The topic was Libya. It’s an issue that should work well for the challenger; surely at the very least, Barack Obama’s administration had a tragedy on its hands, one that might have been preventable, and one that most seem to think Obama and his administration have handled poorly after the fact. There would seem to be a variety of attacks available. Was Obama’s Libya intervention a mistake? Was there something about the Libya attacks that undermined Obama’s claim of policy competency? Obama’s handling of the Arab Spring? Romney had to think himself lucky when the only foreign policy question of the night was on this topic, teed up perfectly for him.
Yet Romney drifted first to an attack on Obama for going to a fundraiser, and then wandered around the Middle East to little effect, then finished his first pass at the question with the mythical “apology tour” and his recent empty rhetoric about an “unraveling” policy.

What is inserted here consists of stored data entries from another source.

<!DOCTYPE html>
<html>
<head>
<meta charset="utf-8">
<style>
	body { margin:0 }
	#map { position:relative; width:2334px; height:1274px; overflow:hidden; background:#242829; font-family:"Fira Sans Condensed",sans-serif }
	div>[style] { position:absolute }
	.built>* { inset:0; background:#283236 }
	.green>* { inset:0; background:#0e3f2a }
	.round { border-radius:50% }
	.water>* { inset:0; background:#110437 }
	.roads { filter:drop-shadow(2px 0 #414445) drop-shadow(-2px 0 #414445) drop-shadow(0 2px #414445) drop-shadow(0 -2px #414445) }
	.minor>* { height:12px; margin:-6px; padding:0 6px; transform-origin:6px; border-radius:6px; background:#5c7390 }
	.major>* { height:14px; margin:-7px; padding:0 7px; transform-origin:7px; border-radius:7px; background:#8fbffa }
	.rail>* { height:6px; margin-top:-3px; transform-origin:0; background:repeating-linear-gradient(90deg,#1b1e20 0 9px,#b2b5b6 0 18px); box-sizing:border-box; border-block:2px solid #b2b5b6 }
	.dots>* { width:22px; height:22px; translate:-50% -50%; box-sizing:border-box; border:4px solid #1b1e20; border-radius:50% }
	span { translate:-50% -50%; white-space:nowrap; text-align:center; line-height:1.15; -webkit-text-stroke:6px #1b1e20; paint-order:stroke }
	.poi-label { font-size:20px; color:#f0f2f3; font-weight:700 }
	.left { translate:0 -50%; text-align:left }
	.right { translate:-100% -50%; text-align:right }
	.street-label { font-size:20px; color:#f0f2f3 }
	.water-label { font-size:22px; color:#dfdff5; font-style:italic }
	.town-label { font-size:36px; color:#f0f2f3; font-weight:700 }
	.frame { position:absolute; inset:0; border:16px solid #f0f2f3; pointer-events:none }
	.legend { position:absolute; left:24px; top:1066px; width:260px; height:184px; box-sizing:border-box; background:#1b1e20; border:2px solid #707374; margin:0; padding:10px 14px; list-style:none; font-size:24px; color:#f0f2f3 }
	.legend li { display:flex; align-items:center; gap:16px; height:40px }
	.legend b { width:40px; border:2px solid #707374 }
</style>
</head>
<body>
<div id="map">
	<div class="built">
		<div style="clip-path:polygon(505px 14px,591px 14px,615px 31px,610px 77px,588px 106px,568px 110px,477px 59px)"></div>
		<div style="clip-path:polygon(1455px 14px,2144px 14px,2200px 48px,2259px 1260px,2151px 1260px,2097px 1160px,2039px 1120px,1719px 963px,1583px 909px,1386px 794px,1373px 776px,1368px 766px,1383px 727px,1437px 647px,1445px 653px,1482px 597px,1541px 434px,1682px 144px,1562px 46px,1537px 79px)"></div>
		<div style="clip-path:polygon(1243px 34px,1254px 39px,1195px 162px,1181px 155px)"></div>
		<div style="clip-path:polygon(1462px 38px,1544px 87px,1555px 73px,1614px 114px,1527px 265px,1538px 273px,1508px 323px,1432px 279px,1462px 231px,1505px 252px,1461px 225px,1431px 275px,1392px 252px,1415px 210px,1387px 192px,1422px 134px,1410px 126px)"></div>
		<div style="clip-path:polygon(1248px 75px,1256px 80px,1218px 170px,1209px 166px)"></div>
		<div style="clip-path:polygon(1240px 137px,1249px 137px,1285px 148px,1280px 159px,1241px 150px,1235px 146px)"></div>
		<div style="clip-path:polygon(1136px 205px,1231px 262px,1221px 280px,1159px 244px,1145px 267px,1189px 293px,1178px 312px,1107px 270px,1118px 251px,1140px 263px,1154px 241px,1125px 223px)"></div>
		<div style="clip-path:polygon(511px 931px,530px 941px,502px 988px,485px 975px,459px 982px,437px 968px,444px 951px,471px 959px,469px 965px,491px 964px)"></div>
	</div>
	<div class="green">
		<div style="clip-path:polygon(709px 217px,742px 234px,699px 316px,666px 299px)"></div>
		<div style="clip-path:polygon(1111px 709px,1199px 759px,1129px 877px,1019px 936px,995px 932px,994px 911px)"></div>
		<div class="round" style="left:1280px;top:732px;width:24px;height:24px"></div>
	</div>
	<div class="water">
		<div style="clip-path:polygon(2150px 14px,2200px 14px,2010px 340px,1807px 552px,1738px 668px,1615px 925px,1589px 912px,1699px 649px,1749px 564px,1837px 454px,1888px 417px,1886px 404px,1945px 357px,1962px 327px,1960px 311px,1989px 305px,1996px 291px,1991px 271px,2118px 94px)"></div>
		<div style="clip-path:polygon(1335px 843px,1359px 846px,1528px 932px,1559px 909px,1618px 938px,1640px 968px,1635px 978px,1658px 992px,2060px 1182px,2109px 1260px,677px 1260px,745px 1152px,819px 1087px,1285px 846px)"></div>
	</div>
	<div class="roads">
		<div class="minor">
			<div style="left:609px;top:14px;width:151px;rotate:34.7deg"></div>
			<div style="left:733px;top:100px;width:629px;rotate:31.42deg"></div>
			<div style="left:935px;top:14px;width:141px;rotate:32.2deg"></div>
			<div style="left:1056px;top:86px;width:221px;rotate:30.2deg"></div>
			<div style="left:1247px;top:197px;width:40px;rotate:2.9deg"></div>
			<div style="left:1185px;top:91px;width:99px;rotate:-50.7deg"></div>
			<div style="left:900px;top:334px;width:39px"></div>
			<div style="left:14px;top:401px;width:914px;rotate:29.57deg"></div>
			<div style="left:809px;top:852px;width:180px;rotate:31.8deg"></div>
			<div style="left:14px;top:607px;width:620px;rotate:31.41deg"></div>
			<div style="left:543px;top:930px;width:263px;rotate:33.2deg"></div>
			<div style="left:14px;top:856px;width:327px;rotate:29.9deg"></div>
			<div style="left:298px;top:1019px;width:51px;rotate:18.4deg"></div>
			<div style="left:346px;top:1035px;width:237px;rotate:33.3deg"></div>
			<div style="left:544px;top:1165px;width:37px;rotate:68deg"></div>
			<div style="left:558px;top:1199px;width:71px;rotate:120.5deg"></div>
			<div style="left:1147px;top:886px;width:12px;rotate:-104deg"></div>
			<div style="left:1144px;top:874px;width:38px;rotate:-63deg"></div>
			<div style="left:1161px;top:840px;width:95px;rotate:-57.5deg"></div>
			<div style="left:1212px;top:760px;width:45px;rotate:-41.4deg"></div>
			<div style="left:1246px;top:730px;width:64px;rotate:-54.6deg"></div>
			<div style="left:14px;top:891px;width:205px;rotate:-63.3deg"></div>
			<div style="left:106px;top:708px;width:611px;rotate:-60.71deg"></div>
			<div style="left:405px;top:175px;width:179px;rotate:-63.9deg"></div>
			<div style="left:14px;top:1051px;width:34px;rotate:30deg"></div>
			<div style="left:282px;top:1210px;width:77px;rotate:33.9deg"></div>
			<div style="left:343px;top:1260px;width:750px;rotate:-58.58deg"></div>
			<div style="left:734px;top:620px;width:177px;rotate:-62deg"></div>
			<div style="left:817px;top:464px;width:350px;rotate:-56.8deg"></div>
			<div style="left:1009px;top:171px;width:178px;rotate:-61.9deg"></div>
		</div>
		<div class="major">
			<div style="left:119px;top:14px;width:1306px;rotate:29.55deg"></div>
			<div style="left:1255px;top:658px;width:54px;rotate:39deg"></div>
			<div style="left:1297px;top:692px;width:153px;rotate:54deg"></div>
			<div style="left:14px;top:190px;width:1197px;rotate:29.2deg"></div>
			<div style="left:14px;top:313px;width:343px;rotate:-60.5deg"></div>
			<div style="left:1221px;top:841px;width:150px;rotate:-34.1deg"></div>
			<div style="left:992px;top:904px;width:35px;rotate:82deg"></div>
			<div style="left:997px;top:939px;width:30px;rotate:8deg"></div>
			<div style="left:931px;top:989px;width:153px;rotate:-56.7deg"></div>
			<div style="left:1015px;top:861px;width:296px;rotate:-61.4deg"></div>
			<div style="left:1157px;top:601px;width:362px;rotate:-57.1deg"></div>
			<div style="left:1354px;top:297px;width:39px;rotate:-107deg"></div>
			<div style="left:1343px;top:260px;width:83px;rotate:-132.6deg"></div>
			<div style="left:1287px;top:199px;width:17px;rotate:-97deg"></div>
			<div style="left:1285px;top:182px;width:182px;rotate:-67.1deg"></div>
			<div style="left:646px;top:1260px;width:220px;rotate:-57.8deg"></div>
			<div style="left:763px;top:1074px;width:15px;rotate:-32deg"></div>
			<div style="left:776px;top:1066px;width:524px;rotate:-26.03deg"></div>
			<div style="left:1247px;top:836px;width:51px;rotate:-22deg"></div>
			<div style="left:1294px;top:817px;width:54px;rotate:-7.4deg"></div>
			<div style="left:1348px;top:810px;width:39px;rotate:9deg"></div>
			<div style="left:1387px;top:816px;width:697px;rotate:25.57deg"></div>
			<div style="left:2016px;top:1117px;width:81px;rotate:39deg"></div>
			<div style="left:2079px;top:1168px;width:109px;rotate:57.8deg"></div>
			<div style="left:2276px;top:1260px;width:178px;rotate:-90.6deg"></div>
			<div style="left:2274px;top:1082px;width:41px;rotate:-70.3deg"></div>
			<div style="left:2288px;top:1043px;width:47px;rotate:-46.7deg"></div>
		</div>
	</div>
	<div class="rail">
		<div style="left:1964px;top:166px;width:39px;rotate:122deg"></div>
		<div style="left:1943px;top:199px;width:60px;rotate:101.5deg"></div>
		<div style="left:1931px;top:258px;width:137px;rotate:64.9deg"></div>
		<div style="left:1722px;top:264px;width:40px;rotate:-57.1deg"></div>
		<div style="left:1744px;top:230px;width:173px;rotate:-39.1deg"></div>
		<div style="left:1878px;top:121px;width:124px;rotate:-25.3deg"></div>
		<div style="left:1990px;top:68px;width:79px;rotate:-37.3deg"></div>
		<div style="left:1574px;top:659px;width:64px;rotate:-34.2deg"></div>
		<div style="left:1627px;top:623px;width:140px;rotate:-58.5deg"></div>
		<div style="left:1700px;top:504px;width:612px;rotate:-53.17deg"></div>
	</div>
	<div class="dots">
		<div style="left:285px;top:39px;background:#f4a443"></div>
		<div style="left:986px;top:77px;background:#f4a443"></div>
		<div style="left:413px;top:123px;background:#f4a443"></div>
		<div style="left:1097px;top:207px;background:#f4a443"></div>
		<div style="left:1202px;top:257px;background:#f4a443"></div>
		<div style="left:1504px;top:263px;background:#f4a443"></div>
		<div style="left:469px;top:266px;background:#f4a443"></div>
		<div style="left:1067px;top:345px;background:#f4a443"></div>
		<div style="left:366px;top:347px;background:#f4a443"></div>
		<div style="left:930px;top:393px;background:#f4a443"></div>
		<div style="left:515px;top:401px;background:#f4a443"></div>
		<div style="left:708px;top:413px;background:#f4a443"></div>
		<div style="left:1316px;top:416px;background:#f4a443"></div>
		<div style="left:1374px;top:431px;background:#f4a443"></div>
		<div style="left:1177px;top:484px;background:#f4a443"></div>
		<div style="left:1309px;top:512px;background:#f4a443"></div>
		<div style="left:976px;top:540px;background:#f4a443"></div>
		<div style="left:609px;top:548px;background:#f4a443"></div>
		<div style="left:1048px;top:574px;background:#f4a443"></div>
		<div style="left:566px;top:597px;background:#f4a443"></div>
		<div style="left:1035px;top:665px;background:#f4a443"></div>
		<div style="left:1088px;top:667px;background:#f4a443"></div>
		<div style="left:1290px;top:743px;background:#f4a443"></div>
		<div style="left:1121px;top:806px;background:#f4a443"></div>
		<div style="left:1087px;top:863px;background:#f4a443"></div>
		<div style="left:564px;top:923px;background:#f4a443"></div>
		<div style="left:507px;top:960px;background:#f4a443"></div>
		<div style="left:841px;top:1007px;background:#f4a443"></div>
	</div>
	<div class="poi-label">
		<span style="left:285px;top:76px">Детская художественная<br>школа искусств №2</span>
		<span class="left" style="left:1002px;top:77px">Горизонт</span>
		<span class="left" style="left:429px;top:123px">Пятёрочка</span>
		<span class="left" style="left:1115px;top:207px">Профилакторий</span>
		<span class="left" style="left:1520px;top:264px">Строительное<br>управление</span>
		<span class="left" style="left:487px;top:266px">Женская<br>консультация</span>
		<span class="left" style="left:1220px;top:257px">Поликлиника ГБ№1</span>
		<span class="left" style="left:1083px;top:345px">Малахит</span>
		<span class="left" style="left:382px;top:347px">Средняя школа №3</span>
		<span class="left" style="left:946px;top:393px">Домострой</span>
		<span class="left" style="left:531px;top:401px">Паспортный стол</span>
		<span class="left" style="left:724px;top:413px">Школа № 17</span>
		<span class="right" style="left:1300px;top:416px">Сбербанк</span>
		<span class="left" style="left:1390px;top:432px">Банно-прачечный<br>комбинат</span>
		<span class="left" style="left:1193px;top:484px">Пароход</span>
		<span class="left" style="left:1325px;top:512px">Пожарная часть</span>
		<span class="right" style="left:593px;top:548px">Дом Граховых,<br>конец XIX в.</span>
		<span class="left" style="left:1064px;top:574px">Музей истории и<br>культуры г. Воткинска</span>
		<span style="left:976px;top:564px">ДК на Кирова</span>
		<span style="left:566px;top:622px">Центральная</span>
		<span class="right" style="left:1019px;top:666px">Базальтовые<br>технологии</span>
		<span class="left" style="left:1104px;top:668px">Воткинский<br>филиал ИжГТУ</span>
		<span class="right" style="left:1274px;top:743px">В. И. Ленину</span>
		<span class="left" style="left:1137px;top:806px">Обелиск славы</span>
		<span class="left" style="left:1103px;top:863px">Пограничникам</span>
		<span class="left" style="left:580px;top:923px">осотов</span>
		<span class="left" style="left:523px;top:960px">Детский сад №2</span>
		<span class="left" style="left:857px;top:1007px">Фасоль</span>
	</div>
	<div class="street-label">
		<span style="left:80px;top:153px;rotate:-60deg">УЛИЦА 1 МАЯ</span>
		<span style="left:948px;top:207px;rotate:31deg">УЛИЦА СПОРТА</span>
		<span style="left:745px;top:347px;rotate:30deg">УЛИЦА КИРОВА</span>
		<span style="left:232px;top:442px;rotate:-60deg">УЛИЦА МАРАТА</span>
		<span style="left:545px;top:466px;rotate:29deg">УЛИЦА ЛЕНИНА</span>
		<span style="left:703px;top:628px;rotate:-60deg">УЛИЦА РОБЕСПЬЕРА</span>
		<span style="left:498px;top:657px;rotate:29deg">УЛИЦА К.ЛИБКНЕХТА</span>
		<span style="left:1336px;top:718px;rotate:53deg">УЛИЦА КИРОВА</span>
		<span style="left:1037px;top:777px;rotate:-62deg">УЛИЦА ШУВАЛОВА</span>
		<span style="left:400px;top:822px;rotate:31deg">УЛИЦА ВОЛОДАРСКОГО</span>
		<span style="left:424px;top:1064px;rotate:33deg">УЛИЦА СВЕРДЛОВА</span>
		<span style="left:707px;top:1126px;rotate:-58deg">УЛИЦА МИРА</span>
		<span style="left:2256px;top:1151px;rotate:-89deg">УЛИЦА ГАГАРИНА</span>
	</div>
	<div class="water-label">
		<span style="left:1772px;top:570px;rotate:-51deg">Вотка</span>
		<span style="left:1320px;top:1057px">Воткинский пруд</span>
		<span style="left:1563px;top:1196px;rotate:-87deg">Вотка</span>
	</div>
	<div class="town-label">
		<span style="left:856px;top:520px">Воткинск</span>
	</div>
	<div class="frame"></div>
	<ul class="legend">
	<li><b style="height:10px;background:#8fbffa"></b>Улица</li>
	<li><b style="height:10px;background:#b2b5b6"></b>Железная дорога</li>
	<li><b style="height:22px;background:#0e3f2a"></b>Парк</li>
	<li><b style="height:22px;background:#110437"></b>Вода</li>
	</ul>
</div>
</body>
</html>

And then it got worse. Obama lectured Romney for daring to accuse him of playing politics with the issue. The truth is, he supplied an opening for Romney; a candidate who knew what he was talking about could have pointed out that of course in the United States, these things become political issues.
Instead, Romney ignored that part of it, and clung to — and repeated — a conservative talking point about just exactly when Obama had called the attacks “terrorism,” a talking point that has the twin advantages of being both pointless and factually incorrect.
As Candy Crowley broke in and confirmed. Or at least the factually incorrect part of it. The exchange, as a whole, just seemed awful for the challenger.
The question is: Why did this portion of the debate go wrong for Romney?
Romney has been doing this for, literally, years now. His main platform on foreign policy, after all, is to reject an “apology tour” that never happened and that people have been correcting him on for years. He’s come up with the new one, “unraveling,” recently, but hasn’t bothered to fill in anything — at all — about what is unraveling, or how. Nor is it just foreign policy. His tax plan doesn’t come close to adding up, and his jobs plan doesn’t, either. He repeats flat-out lies again and again, no matter how many times they’ve been shot down. As I said, lazy mendacity — even where the facts would do well for him, as in trillion-dollar deficits, he chooses instead to constantly claim that Obama doubled the deficit, which isn’t true. Sure, every candidate exaggerates and stretches and spins, but Romney’s complete apparent indifference to bother to get things right is unusual.
The question is: Why shouldn’t he do it? Republican-aligned media surely aren’t going to call him on it. Indeed, within the GOP political loop, there’s no one who is even going to realize that they have a basic factual thing wrong; that’s what happens when you convince yourself that the neutral press is out to get you, and you’ve trained your supporters to only pay attention to what they hear on Fox News and the Rush Limbaugh program, so you had better stay tuned to them yourself or else you won’t be able to talk the way you need to. Of course, that’s how a candidate winds up insulting half of America, because that’s what high-level party donors expect to hear.
And as I’ve argued, that’s also how a campaign winds up with lazy mendacity; if all it cares about is a thoroughly uncritical press, then why should it bother to back up assertions that will never, within the loop, be challenged?
Now: I have no idea what effect, if any, tonight’s debate will have on undecided voters (which, to be sure, depends to a great deal on how the press scores it, which clips get replayed, which headlines are deployed). So I don’t want to claim that Romney’s problems with the Libya question will “matter” in that sense. But I’ll say what I always say about it: The closed information loop leaves conservatives vulnerable, and it makes it very difficult for them to govern effectively when they are in office. I think anyone watching tonight saw why.